About this task
Using the string "solid" as the key, pull each matching line out of the records below.

Collected data
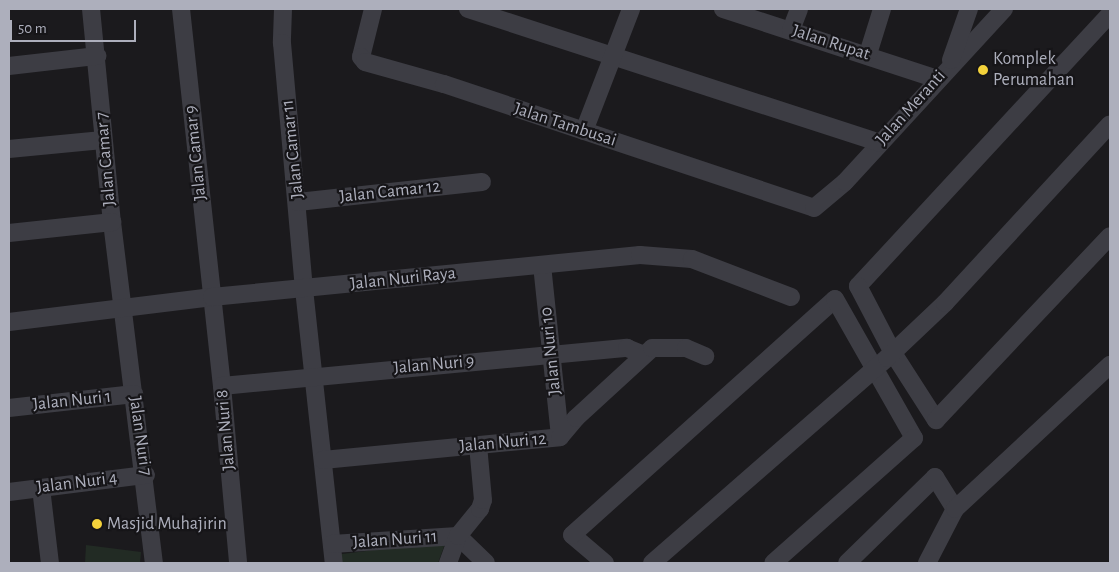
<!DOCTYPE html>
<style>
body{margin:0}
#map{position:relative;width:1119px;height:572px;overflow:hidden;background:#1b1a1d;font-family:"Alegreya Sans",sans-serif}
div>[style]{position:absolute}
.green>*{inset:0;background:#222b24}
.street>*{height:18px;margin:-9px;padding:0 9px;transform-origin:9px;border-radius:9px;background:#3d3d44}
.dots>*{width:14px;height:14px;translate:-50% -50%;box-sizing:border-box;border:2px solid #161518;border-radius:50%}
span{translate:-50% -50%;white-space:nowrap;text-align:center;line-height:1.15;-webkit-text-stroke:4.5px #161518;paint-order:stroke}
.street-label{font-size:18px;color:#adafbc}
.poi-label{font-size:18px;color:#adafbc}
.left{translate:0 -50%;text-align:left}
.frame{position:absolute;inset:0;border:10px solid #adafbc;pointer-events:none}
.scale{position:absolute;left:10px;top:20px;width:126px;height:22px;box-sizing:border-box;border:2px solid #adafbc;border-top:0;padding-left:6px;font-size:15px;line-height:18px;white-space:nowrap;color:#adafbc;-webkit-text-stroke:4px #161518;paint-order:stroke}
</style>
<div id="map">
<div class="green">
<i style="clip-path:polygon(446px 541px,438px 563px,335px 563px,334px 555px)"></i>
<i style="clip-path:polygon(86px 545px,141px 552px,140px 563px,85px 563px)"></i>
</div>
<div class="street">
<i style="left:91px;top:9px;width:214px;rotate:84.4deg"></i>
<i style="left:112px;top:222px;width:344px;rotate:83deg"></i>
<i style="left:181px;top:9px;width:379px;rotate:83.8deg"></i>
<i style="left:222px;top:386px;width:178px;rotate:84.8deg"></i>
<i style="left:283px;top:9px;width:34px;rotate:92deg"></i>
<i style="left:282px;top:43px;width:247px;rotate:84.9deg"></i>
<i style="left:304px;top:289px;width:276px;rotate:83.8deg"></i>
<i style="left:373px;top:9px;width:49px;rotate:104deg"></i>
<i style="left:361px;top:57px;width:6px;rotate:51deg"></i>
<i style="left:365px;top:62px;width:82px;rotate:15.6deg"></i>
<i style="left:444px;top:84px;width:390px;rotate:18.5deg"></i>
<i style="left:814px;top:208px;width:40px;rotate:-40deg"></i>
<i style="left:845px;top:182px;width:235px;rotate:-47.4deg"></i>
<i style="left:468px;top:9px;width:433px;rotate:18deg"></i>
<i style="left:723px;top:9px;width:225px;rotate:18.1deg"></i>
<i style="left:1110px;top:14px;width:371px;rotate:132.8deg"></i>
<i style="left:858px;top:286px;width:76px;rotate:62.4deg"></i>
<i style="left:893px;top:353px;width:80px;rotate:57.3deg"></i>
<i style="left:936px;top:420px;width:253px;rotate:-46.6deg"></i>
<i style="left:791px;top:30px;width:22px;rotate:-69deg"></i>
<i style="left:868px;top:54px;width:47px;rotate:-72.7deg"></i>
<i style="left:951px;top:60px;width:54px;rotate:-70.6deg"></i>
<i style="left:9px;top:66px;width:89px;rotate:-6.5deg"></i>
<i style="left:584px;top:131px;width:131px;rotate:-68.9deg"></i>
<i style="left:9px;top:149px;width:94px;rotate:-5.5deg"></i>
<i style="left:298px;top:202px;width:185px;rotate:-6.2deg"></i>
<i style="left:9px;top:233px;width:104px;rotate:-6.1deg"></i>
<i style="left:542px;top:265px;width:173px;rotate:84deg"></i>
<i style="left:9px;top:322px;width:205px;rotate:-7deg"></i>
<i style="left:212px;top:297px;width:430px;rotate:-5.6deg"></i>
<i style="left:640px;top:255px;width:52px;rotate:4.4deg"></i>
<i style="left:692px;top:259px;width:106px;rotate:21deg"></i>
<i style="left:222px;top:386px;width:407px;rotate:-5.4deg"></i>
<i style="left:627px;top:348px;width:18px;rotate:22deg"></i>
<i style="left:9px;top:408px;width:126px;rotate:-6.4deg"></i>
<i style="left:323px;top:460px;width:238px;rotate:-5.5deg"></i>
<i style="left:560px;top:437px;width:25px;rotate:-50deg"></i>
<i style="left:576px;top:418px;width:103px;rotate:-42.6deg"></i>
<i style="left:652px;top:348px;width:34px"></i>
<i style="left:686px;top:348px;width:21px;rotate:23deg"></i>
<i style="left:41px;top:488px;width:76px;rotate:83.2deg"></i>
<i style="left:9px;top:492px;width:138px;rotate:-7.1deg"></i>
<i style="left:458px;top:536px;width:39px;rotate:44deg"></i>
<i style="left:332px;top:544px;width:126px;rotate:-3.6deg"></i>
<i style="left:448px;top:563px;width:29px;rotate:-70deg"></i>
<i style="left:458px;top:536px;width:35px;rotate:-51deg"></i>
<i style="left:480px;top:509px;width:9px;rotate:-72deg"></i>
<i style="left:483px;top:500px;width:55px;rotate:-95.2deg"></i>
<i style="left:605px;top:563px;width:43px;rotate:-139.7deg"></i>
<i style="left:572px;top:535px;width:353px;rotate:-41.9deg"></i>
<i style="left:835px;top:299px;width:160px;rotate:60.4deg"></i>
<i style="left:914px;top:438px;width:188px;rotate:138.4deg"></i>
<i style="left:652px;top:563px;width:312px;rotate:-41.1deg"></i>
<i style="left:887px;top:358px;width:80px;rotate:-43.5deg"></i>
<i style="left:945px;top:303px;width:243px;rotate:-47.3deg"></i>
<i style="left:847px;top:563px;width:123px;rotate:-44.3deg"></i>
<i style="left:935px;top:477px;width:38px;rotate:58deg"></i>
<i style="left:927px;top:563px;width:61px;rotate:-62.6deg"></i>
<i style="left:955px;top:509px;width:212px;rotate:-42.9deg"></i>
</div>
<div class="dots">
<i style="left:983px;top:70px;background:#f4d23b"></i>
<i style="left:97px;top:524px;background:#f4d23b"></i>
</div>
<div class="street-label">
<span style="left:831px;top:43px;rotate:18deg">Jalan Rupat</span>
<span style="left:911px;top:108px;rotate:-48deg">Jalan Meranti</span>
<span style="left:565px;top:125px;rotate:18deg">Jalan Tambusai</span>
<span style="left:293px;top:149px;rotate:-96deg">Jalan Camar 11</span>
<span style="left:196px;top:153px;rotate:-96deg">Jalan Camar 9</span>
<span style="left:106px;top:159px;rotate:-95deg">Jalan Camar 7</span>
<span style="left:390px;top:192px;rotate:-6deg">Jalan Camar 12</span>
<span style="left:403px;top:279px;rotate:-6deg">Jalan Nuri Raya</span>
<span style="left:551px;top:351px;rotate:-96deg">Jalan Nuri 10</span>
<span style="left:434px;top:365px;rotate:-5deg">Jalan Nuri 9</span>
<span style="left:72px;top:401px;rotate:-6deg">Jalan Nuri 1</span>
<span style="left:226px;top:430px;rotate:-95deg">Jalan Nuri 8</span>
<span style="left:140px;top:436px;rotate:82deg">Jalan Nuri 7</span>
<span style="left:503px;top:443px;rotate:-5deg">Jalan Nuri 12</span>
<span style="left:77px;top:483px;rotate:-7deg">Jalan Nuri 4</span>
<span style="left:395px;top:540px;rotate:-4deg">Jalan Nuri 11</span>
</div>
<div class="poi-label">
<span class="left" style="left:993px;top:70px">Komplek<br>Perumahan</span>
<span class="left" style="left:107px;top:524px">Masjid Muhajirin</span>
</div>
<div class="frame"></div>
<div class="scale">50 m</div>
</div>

Task output
.dots>*{width:14px;height:14px;translate:-50% -50%;box-sizing:border-box;border:2px solid #161518;border-radius:50%}
.frame{position:absolute;inset:0;border:10px solid #adafbc;pointer-events:none}
.scale{position:absolute;left:10px;top:20px;width:126px;height:22px;box-sizing:border-box;border:2px solid #adafbc;border-top:0;padding-left:6px;font-size:15px;line-height:18px;white-space:nowrap;color:#adafbc;-webkit-text-stroke:4px #161518;paint-order:stroke}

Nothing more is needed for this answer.